__WHAT THE TASK REQUIRES__: Every line of the data below that holds the string "碓氷病院" needs to be reported.

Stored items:
==================================================
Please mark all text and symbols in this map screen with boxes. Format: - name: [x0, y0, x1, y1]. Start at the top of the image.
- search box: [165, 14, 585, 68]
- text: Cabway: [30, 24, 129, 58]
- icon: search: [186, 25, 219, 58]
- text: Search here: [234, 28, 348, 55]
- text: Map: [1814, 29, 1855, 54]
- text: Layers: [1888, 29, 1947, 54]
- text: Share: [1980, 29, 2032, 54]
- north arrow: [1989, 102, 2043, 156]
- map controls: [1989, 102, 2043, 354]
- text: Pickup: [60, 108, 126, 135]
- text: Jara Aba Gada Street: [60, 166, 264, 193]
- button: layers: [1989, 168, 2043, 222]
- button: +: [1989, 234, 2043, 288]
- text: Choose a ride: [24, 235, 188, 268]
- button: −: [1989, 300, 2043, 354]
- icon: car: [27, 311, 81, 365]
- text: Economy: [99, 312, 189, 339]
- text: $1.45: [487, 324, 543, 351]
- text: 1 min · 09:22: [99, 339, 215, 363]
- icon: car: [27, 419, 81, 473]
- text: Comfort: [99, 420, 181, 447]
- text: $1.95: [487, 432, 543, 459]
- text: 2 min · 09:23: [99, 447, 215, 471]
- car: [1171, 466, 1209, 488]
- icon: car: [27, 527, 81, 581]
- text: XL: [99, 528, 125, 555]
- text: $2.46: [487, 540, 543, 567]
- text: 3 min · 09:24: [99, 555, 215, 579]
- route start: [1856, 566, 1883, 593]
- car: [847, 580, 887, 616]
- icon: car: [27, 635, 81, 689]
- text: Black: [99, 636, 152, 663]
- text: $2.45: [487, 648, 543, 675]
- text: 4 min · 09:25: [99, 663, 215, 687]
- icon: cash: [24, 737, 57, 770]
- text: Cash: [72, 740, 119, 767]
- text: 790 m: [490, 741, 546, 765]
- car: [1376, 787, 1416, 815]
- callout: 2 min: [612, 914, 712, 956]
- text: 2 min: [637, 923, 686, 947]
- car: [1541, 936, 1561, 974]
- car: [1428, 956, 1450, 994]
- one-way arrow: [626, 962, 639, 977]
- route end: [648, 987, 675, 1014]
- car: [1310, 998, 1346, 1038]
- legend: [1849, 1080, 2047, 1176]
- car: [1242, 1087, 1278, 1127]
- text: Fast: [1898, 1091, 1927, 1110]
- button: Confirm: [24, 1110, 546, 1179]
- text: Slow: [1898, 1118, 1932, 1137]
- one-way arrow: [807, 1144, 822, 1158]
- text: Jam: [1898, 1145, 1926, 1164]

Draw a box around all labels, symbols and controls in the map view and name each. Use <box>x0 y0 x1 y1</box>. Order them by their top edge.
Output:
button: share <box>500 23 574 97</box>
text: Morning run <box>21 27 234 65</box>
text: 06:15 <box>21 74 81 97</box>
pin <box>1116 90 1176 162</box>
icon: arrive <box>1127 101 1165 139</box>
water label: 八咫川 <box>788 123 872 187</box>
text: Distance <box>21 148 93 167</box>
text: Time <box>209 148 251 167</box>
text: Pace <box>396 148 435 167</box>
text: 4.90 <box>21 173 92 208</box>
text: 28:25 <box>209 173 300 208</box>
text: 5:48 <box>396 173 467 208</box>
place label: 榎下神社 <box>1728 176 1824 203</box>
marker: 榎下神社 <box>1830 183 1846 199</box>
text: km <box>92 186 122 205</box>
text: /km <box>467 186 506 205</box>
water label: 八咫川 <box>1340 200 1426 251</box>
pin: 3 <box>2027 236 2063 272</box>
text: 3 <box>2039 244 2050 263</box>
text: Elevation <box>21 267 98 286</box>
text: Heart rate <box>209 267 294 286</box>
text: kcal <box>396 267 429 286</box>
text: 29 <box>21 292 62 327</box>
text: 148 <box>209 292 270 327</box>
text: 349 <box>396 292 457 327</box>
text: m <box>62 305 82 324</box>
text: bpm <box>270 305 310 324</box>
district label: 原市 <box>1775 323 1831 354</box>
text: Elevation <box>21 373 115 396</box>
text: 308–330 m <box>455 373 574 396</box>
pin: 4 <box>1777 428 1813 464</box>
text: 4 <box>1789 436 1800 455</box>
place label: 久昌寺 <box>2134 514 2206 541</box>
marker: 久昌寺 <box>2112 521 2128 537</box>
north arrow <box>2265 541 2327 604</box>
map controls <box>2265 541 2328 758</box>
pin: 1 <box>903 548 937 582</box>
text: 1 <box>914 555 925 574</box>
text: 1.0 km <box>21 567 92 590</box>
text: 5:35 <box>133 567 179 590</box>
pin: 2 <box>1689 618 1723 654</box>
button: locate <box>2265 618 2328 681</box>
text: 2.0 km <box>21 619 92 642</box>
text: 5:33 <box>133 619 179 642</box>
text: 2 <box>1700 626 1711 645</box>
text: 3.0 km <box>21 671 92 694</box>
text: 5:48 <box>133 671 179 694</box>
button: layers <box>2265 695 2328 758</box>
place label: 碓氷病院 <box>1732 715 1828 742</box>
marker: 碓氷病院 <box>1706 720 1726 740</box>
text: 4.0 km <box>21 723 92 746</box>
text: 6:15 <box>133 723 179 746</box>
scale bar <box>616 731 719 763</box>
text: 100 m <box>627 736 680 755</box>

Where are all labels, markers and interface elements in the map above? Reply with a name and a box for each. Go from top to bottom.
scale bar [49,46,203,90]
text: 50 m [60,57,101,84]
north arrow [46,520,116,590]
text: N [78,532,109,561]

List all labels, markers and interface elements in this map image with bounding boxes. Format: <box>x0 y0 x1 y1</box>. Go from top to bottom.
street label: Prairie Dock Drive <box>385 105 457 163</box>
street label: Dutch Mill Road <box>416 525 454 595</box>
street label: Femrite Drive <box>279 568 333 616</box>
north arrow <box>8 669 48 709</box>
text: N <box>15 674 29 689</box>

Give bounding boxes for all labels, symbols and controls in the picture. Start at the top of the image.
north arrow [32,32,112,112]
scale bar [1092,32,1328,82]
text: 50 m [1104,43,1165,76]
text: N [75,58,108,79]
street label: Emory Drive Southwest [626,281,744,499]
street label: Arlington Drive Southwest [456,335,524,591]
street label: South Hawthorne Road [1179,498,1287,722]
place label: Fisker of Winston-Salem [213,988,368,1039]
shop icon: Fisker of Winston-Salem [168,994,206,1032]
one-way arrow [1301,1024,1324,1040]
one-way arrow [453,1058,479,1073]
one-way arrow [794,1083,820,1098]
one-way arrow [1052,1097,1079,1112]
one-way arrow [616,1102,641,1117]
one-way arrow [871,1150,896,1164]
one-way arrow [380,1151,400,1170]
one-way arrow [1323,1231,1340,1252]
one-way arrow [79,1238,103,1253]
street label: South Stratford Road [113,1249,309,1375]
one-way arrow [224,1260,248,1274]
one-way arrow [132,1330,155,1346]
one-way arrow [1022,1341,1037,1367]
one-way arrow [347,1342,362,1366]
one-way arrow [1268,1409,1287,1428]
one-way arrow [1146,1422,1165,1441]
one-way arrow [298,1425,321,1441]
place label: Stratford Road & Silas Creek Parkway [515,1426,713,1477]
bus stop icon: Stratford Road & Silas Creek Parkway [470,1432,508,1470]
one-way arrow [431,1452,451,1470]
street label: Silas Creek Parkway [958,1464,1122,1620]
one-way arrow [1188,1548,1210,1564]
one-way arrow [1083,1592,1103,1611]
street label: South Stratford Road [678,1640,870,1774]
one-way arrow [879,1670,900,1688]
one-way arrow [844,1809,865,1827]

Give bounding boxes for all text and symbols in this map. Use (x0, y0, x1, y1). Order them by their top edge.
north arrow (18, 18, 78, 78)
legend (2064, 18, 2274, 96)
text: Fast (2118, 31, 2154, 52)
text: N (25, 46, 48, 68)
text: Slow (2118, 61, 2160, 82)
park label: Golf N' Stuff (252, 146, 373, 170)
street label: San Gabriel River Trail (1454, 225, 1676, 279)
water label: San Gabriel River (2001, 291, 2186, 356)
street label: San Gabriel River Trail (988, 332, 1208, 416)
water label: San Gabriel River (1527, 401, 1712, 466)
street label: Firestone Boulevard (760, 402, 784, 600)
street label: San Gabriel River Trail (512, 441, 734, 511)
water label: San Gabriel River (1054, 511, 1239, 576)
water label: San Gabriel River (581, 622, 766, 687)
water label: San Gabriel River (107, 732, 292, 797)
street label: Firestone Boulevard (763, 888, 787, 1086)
==================================================
__FINISHED TASK__:
place label: 碓氷病院 <box>1732 715 1828 742</box>
marker: 碓氷病院 <box>1706 720 1726 740</box>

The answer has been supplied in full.